The city where I worked has a storage box with enough body bags to wrap all 50,000 residents. Seems it is the ultimate doomsday prep.
Three years ago FEMA stocked up on caskets in fields down in Georgia by the thousands, This was confirmed by a member here, Looks like we may get the opportunity to use them, FEMA must have known something is coming
 
There aren't that many people here in cities, and if SHTF , they should be smart enough to exit asap, Not sure the leaving the bodies for the buzzards would be a good plan, do buzzard like chemical laden bodies
 
Where exactly do you move it to......???
This was my point in an earlier post. If you stockpile body bags as the original post suggested for discussion, the only difference they will make is that your bodies will be laying around in plastic bags while having no place to go. If that's the case, I'd probably prefer stockpiling blue plastic tarps. Those could be used as body wraps for the deceased, and they would have other uses prior to their final burial shroud use. I don't imagine formal body bags would be very multi-use, not like tarps anyway. They might make good rain covers. I'm guessing that body bags are more expensive than tarps. I don't want to go to Amazon and search for "body bags" to find out the price - that would surely alert the authorities to keep an eye on me!
 
Another reason to get the extra wide food vacuum sealer... ;)
 
I don't want to go to Amazon and search for "body bags" to find out the price - that would surely alert the authorities to keep an eye on me!
Against my better judgement, I went ahead and went to Amazon and did the search. They're about $25 each.

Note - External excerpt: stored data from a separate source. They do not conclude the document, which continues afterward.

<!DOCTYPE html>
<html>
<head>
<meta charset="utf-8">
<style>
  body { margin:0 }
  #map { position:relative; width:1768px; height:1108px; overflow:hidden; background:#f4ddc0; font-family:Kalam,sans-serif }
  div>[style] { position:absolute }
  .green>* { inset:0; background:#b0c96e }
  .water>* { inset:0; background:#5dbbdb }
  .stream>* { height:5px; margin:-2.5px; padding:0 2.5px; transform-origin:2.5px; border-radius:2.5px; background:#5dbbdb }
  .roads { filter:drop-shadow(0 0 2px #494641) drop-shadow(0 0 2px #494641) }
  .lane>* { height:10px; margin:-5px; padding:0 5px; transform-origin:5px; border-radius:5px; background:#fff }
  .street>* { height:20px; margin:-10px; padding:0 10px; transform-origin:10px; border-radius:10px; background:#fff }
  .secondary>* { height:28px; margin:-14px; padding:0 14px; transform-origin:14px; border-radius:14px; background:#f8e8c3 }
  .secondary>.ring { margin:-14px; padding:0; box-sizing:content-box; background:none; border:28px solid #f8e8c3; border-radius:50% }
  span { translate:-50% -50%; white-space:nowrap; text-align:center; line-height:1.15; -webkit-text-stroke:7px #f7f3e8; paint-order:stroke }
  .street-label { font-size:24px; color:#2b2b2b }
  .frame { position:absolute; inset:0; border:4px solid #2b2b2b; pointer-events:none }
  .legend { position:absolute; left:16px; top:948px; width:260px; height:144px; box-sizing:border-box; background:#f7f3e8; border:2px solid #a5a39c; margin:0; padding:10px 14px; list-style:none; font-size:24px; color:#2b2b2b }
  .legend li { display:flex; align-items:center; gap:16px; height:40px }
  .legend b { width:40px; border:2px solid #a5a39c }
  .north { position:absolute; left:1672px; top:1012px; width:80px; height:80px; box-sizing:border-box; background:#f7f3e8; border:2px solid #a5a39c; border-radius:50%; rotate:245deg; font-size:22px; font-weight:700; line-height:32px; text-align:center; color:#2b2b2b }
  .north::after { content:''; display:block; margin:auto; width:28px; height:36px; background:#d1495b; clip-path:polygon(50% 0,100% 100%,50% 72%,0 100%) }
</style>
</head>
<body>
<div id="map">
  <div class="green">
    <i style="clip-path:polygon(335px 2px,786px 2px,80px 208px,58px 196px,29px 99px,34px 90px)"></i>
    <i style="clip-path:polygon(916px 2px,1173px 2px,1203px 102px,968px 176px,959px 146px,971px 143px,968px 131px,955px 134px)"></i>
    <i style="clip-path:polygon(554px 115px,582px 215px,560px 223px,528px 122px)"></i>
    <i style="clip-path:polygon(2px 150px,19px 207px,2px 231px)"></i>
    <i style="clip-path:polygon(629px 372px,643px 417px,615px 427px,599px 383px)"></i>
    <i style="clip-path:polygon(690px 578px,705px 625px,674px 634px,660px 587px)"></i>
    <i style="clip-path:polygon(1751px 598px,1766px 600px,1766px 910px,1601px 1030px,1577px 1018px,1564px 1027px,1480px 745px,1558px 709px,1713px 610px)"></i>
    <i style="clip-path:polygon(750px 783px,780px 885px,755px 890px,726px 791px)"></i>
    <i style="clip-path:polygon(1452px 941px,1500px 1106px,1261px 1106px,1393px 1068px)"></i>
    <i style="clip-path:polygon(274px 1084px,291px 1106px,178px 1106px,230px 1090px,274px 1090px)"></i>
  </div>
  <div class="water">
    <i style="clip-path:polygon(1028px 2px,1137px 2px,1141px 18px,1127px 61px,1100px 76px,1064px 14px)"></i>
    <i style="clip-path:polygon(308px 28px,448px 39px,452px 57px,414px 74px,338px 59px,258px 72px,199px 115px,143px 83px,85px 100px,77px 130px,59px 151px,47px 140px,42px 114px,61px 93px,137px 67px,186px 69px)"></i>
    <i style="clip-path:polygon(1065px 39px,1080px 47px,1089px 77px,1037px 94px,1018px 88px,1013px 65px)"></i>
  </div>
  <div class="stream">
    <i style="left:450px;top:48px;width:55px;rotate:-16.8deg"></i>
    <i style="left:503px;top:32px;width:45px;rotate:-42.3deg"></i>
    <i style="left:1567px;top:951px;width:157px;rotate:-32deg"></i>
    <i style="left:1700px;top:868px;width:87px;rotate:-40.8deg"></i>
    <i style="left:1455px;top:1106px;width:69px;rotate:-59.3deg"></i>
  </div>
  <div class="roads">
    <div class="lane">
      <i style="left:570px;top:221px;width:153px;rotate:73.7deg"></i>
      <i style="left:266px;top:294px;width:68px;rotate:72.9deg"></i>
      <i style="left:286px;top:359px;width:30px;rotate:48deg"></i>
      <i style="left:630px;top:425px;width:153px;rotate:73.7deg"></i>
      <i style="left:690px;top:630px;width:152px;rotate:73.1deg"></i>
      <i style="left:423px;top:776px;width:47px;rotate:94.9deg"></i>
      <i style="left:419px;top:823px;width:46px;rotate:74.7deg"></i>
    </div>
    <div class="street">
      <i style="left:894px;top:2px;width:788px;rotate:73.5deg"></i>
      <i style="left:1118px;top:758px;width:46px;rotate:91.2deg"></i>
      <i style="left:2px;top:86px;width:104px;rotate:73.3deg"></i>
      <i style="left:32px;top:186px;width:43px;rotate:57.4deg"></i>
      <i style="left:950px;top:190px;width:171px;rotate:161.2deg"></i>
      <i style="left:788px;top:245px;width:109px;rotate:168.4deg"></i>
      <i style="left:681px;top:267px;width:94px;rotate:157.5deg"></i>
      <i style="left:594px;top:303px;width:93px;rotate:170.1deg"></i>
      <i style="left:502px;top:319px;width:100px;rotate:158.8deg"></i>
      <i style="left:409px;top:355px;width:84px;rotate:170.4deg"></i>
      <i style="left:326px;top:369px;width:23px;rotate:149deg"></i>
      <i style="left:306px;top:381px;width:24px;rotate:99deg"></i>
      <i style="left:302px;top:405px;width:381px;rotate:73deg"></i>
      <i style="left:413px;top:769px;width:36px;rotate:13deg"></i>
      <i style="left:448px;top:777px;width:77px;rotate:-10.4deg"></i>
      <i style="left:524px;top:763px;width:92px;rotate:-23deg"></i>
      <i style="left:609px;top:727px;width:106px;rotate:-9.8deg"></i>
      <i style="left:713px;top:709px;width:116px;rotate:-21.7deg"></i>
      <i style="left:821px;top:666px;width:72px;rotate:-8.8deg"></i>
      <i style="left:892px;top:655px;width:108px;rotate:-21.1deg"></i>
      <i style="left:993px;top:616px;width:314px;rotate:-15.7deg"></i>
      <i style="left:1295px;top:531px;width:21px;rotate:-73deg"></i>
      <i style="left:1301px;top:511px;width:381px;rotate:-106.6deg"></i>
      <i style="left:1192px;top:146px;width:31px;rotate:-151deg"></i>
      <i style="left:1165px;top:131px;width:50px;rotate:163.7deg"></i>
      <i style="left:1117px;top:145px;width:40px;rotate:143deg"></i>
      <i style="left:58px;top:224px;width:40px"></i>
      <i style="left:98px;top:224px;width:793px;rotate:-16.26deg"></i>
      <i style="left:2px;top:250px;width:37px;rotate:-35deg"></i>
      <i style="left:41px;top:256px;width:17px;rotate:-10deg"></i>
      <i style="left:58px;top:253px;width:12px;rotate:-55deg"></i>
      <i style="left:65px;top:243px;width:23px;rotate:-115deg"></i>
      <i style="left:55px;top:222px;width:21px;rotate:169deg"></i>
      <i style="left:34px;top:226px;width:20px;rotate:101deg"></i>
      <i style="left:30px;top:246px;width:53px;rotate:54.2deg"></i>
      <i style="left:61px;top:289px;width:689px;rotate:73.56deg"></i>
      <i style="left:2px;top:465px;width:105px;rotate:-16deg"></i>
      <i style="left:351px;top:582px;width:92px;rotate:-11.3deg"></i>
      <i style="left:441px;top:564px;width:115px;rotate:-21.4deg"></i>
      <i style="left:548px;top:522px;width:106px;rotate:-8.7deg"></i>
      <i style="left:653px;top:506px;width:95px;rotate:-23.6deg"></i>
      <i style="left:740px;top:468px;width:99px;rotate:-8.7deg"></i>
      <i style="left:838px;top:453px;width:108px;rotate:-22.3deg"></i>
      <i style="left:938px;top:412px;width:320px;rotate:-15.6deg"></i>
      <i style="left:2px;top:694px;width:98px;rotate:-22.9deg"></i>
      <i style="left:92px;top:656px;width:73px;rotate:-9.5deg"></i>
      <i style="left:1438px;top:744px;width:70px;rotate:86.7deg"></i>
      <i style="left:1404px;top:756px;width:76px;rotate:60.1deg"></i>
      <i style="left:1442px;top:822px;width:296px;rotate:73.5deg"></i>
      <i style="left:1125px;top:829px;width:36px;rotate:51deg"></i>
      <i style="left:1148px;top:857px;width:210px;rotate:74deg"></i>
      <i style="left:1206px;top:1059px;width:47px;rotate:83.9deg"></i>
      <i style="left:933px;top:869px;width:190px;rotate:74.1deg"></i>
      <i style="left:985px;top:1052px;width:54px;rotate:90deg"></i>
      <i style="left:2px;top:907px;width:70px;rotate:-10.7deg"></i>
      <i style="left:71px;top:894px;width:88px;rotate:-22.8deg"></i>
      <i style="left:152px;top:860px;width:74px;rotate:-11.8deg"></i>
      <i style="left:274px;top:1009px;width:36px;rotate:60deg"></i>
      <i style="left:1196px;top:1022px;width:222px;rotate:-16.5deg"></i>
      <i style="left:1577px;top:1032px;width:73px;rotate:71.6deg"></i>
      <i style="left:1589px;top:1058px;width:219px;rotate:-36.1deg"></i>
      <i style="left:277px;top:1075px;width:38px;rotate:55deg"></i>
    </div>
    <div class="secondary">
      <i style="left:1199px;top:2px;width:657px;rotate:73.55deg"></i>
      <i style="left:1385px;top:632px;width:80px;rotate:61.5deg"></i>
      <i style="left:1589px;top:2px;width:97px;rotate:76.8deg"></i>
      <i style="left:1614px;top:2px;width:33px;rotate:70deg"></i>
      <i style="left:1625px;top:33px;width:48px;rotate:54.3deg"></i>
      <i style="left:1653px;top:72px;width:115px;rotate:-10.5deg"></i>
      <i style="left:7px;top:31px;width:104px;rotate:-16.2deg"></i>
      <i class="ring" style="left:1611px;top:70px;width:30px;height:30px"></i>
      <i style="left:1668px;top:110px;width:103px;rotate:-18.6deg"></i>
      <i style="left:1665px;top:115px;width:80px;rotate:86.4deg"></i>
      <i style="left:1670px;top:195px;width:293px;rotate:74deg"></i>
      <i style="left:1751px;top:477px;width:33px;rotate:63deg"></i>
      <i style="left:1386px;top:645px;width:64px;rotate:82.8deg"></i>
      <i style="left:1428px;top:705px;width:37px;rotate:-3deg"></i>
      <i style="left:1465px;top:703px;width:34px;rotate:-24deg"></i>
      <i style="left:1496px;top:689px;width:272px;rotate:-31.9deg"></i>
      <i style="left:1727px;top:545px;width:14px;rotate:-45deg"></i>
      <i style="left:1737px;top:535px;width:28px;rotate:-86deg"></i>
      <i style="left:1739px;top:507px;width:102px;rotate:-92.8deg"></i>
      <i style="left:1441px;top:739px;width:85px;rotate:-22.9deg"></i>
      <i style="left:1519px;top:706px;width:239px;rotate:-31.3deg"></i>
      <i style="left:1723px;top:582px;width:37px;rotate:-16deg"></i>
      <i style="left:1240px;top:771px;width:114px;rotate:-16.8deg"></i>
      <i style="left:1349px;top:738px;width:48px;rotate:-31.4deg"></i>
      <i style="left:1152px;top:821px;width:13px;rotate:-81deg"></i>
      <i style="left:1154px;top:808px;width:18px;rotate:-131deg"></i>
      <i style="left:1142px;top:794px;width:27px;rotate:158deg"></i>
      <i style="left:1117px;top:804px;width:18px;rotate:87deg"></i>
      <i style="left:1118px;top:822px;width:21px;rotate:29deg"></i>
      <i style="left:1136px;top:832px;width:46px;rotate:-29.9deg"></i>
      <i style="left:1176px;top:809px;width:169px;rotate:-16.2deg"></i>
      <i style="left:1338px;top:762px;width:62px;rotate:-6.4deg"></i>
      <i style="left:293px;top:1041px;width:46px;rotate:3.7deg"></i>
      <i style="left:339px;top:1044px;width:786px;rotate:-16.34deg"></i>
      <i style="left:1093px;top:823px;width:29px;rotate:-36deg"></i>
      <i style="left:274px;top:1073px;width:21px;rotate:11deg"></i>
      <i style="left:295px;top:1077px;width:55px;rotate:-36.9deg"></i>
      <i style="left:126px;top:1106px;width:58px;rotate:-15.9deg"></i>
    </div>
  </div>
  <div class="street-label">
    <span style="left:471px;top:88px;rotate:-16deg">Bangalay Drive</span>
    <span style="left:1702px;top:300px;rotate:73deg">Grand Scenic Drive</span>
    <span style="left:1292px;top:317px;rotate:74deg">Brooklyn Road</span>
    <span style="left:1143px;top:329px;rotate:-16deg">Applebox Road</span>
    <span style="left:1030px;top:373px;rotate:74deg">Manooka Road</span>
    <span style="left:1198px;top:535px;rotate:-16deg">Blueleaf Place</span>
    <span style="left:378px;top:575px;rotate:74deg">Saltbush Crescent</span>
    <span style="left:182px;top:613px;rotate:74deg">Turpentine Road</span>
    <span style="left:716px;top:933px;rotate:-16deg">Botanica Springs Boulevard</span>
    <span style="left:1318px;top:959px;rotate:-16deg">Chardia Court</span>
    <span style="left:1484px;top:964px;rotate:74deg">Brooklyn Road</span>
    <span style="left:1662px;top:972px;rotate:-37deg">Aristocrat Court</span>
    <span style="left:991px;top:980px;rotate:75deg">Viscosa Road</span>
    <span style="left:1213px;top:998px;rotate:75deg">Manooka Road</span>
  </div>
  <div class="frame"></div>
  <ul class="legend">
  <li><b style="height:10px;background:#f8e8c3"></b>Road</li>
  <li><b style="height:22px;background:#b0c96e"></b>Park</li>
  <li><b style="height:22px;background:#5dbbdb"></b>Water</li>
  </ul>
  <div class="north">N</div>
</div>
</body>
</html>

I do have the aforementioned plastic wrap, the capability to dig as needed and a lot of buzzards/varmints so my options are pretty open.
 
Where exactly do you move it to......??? In your reply remember there are cities with twenty million people. Even a tiny city of only 900,000 humans a 33 % die off from disease in 90 days is 300,000 bodies, dragged out to the street.
Ok what you gona do when you dont move a dead body? Just keep stepping over it in your camp site? You move it as far away as possible and reasonable. Im sure not buying body bags. Might use a tarp or sheet laying around to drag the body as far as i can way from my living spot. As far as thinking your gona be the loan surviving soul in 300,000 dead is not worth worrying about.